--- RECORDS SUPPLIED ---
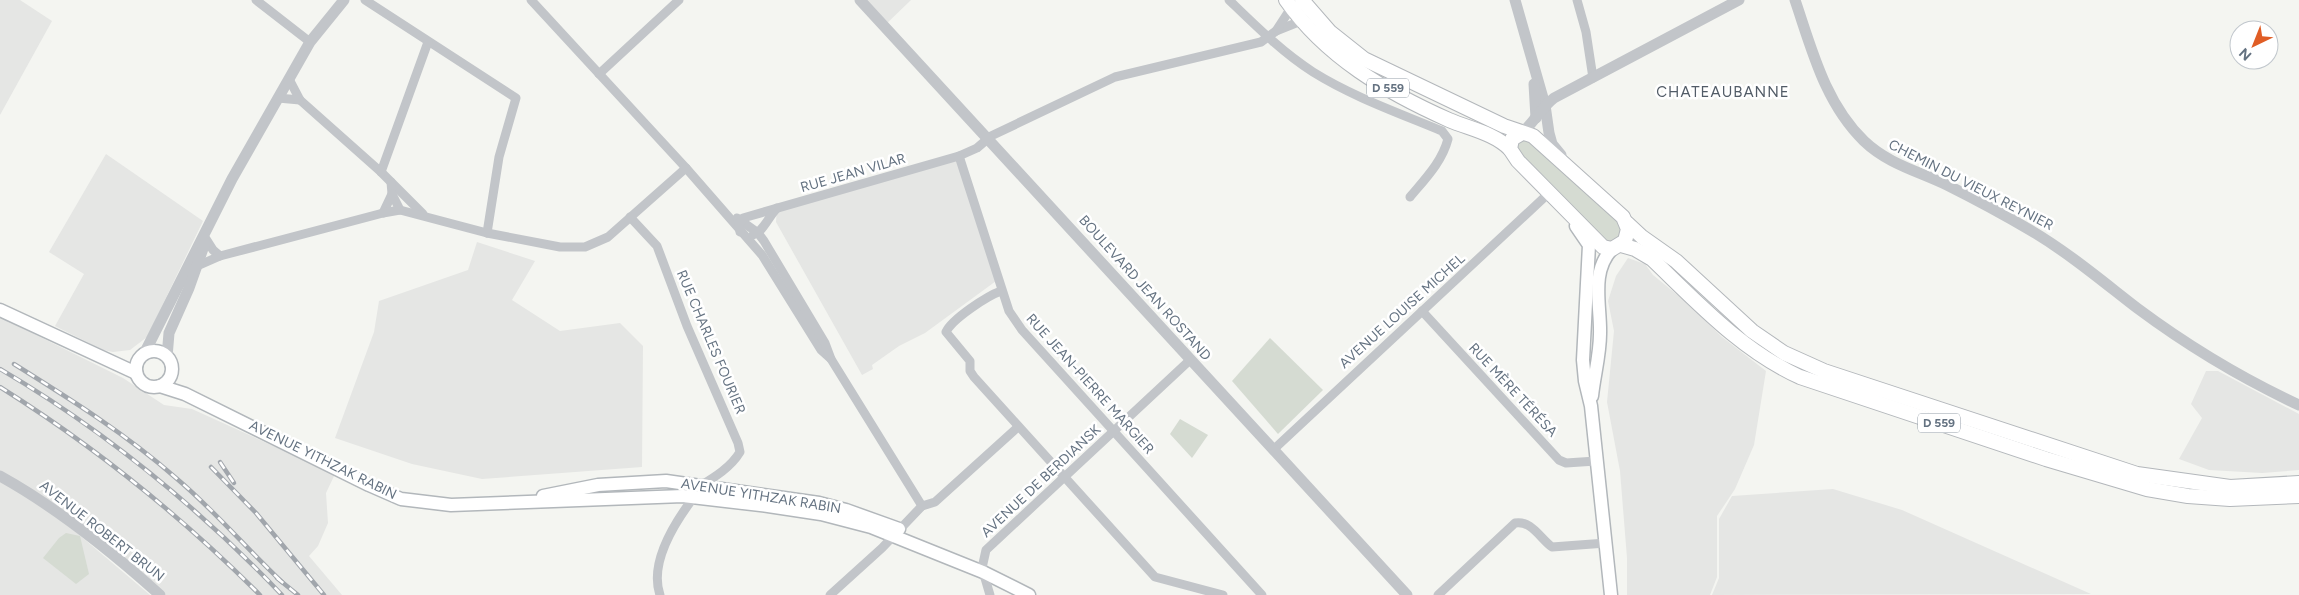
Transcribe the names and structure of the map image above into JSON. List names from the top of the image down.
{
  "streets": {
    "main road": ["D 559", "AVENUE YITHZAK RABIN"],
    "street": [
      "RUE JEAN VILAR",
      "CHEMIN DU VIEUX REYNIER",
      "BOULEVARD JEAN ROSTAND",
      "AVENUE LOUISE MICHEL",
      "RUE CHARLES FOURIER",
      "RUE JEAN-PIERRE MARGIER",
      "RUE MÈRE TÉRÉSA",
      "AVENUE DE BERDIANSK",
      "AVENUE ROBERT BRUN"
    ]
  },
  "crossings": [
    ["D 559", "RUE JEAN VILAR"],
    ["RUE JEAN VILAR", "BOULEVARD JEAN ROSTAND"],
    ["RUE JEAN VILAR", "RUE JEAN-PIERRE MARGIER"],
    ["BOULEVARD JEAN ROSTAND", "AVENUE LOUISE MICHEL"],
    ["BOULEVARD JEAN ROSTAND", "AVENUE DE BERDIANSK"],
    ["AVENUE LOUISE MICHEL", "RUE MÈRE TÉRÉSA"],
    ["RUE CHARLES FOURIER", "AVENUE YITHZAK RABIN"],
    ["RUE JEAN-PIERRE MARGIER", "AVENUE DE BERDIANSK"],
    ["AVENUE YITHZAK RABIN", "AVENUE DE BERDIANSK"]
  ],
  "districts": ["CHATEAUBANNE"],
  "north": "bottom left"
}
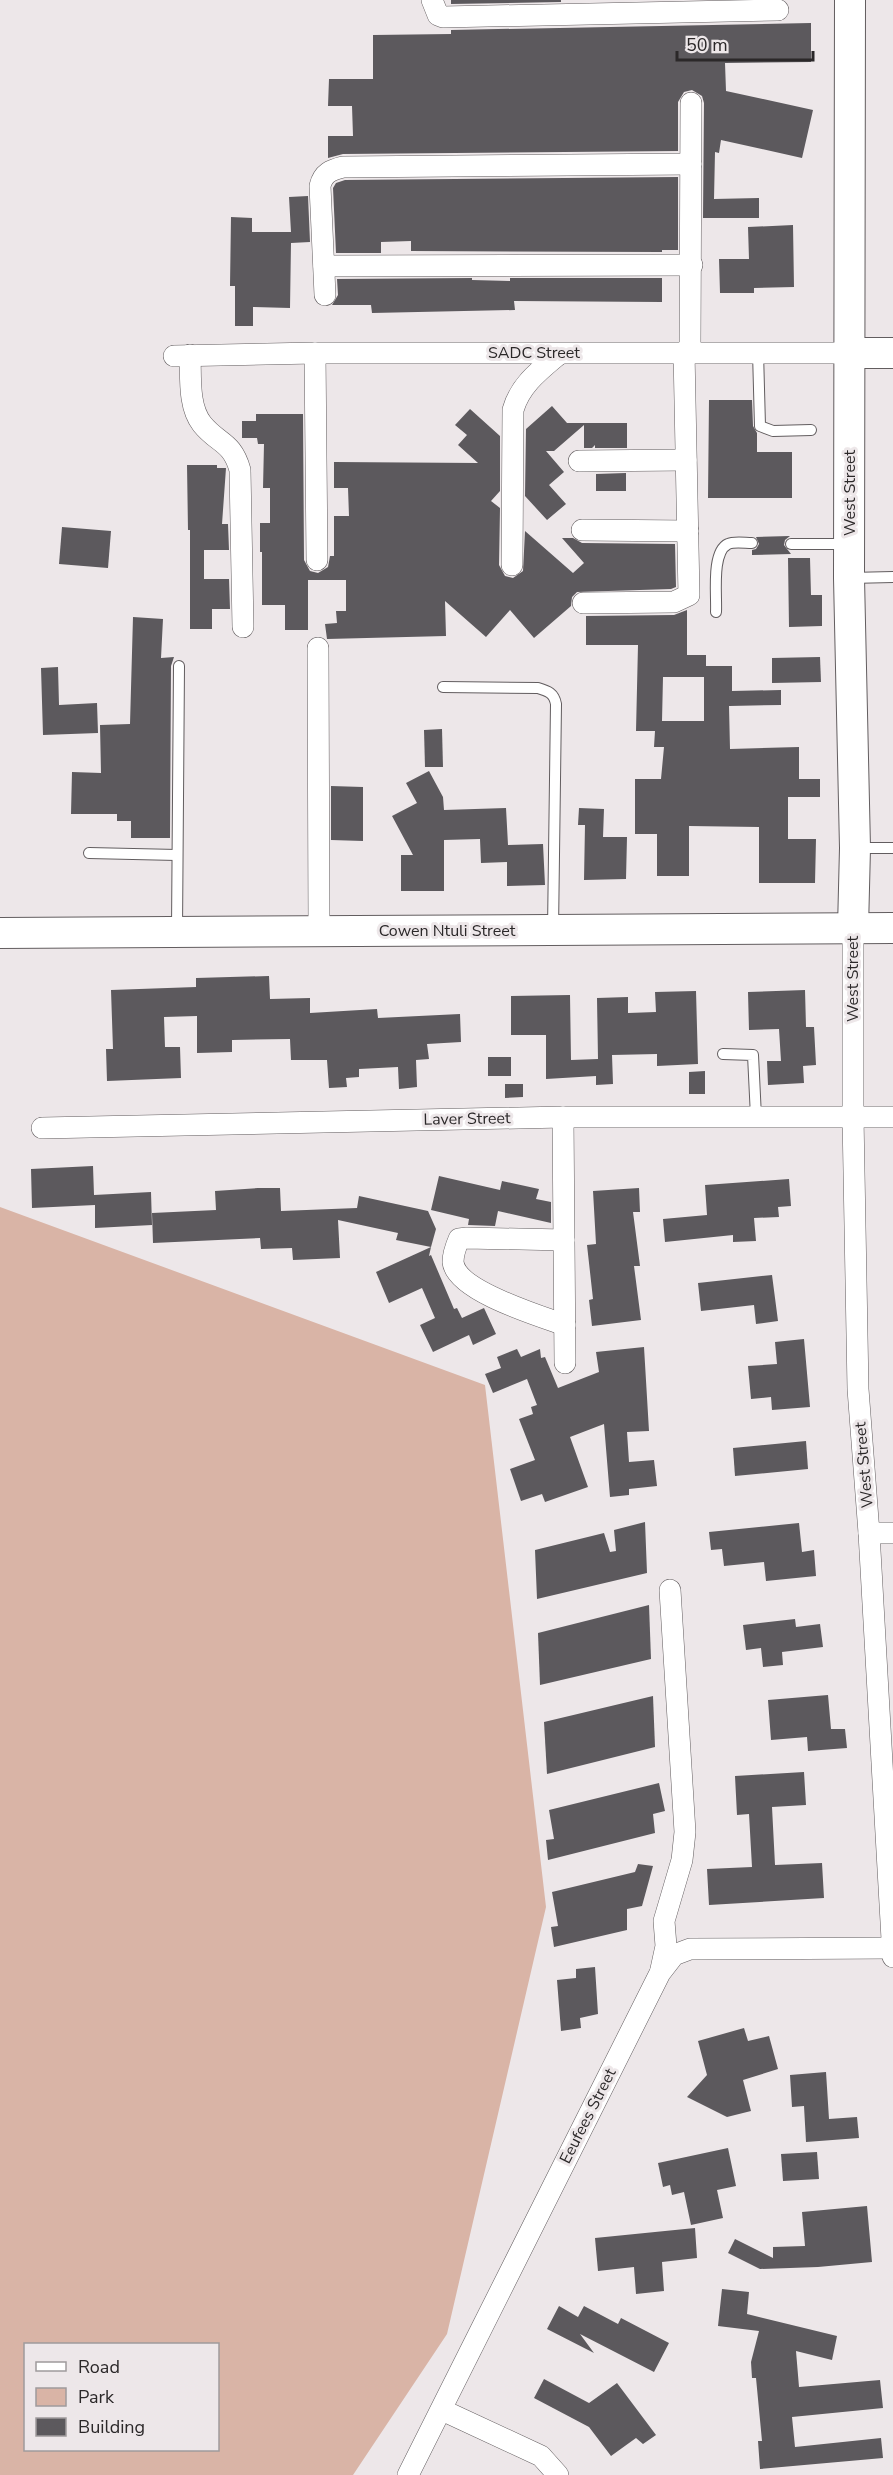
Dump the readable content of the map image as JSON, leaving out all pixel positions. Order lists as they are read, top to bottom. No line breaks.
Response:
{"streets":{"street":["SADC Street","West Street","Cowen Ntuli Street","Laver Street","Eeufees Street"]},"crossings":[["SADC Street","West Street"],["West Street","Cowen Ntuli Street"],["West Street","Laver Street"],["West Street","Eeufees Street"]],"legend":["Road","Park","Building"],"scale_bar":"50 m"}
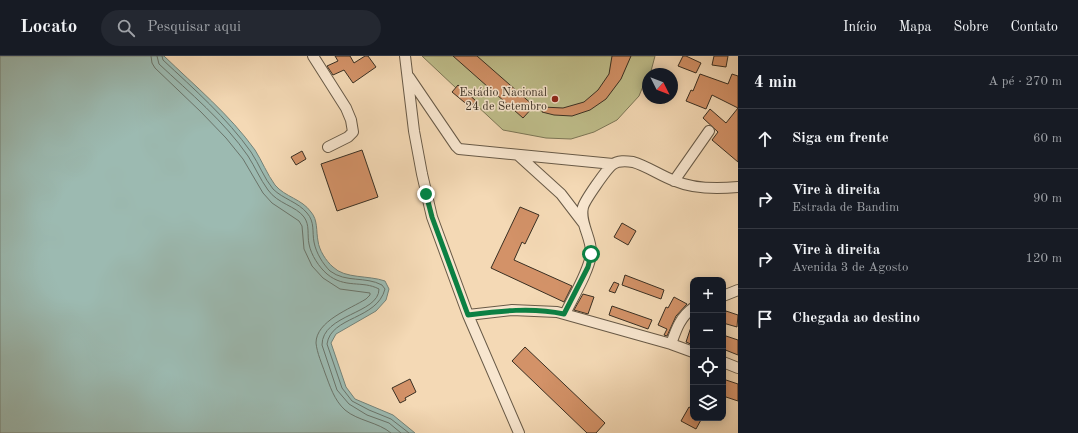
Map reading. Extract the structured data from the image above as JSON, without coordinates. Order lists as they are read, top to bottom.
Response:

==

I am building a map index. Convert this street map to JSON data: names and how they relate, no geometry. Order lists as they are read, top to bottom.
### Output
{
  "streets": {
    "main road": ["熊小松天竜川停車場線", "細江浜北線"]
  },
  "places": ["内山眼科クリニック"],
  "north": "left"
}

...

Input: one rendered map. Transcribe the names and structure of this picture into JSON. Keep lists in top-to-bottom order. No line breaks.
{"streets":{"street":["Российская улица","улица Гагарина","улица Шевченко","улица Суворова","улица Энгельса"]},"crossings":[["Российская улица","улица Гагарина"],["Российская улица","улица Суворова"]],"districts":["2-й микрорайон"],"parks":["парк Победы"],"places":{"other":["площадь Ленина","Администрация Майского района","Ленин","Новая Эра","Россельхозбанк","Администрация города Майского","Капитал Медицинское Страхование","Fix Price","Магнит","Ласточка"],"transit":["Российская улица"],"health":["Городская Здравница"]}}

--- TASK DIRECTIONS ---
Using the entries above, copy out all lines that contain the string "data".

--- YOUR SOLUTION ---
Map reading. Extract the structured data from the image above as JSON, without coordinates. Order lists as they are read, top to bottom.
I am building a map index. Convert this street map to JSON data: names and how they relate, no geometry. Order lists as they are read, top to bottom.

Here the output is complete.